▶ [Task directions]:
Report how many lines in the data below hold "width", with no other words.

▶ [Dataset entries]:
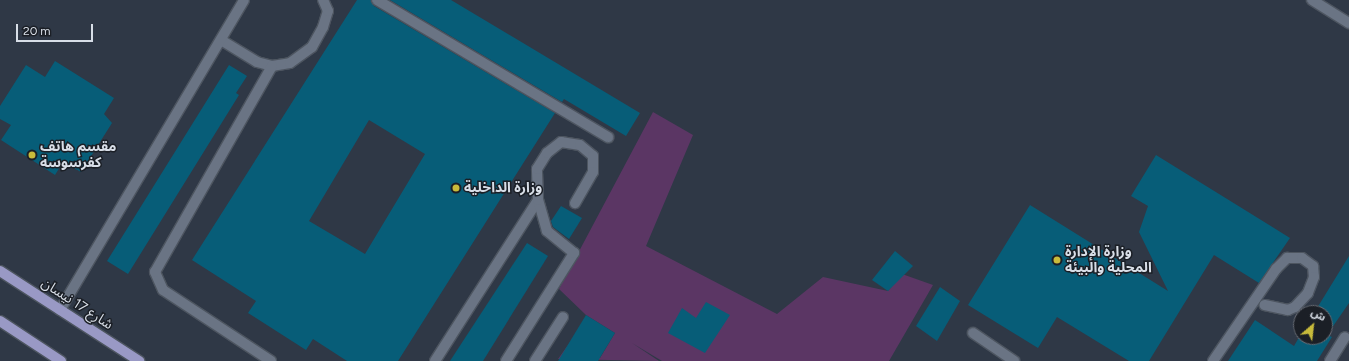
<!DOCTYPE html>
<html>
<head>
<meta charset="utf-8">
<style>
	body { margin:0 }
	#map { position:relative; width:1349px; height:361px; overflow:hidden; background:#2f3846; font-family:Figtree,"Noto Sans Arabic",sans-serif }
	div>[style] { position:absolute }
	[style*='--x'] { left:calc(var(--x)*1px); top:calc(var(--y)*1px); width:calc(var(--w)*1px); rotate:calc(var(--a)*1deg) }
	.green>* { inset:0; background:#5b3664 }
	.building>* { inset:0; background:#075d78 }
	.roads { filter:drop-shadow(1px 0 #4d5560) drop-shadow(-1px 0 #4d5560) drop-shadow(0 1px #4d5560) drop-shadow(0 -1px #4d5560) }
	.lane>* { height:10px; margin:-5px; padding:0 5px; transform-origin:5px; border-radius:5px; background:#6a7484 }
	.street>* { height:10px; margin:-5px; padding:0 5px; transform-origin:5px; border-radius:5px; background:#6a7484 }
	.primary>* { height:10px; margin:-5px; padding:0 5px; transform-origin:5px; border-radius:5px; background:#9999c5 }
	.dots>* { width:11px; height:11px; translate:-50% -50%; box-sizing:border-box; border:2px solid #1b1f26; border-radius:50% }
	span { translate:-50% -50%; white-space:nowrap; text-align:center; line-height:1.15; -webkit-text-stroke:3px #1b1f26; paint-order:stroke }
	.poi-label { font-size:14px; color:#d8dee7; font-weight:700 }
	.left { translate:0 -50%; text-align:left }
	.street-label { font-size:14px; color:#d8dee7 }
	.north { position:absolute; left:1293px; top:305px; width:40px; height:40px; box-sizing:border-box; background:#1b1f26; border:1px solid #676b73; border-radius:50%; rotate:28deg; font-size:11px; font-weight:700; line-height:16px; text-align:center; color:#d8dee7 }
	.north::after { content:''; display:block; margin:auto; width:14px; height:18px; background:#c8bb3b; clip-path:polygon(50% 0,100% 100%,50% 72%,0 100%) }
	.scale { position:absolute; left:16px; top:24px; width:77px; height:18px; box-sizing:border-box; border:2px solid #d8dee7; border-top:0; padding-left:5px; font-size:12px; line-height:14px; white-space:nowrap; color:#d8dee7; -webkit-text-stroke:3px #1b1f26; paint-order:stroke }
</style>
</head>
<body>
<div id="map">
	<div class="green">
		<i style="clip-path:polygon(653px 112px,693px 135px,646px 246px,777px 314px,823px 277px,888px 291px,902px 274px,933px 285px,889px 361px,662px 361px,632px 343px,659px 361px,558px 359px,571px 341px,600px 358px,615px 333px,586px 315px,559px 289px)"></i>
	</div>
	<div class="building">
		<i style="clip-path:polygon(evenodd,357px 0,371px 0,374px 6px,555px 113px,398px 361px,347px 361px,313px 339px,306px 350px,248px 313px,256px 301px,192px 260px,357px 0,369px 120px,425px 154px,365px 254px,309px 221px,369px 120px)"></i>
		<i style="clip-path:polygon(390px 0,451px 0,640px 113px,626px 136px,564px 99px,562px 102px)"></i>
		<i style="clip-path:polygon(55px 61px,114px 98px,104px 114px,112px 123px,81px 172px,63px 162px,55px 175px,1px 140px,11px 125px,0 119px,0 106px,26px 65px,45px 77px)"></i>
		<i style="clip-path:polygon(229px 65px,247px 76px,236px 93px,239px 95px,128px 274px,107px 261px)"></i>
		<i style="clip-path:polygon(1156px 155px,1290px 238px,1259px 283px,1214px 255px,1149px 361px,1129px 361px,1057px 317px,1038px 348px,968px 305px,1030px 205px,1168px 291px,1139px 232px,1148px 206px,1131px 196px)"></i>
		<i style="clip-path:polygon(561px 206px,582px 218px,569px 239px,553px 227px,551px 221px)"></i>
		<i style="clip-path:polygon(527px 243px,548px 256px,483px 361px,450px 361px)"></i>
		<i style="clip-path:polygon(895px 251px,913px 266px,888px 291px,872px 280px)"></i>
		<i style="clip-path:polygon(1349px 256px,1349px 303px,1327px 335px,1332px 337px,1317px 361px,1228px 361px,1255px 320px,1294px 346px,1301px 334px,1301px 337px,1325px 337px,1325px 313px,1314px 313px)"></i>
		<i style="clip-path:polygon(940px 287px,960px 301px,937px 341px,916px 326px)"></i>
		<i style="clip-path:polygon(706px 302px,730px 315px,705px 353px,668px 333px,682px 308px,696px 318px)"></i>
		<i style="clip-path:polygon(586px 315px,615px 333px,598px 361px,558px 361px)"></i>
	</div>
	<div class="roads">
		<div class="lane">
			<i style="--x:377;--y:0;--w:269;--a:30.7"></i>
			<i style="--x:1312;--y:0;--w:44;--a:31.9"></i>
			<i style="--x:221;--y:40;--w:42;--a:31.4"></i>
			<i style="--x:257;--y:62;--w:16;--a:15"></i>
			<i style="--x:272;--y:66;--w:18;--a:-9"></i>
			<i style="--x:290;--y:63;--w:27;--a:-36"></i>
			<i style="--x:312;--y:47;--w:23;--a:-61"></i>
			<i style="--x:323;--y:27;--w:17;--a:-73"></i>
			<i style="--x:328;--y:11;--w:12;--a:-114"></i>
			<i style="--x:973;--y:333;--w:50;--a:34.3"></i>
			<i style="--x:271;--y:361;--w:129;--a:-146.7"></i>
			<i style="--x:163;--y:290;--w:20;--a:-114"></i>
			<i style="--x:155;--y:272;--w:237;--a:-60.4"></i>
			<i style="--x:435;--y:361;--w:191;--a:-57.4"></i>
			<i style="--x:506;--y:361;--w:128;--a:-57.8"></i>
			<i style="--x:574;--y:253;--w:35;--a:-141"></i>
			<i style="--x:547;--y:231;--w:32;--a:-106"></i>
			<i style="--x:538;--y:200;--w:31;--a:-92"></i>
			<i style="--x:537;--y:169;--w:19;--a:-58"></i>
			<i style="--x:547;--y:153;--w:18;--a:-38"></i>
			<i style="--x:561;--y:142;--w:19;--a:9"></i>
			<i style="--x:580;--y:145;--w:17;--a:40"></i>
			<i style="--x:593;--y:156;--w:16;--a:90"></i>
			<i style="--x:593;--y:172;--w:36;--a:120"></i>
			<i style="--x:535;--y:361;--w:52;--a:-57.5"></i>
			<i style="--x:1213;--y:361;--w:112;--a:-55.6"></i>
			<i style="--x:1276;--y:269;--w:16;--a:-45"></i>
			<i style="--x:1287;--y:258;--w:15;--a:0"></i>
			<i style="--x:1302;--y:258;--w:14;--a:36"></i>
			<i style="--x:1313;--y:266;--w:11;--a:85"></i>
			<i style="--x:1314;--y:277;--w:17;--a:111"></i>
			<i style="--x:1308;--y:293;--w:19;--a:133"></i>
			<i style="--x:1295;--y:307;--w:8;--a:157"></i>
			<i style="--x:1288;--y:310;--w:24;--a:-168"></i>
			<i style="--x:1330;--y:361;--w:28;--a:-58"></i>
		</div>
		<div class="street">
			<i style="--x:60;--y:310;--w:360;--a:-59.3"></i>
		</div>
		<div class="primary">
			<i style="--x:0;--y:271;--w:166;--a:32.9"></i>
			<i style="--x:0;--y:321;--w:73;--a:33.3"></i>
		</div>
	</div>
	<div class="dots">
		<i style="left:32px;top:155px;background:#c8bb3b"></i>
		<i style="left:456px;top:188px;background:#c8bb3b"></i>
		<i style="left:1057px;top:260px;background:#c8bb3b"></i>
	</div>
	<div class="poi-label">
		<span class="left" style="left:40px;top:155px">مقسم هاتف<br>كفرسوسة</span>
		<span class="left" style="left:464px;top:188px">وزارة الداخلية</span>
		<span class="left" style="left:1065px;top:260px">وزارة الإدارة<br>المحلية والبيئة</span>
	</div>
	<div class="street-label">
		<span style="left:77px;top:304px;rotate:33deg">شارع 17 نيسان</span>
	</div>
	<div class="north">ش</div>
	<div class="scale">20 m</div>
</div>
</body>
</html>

▶ [Output for this exercise]:
6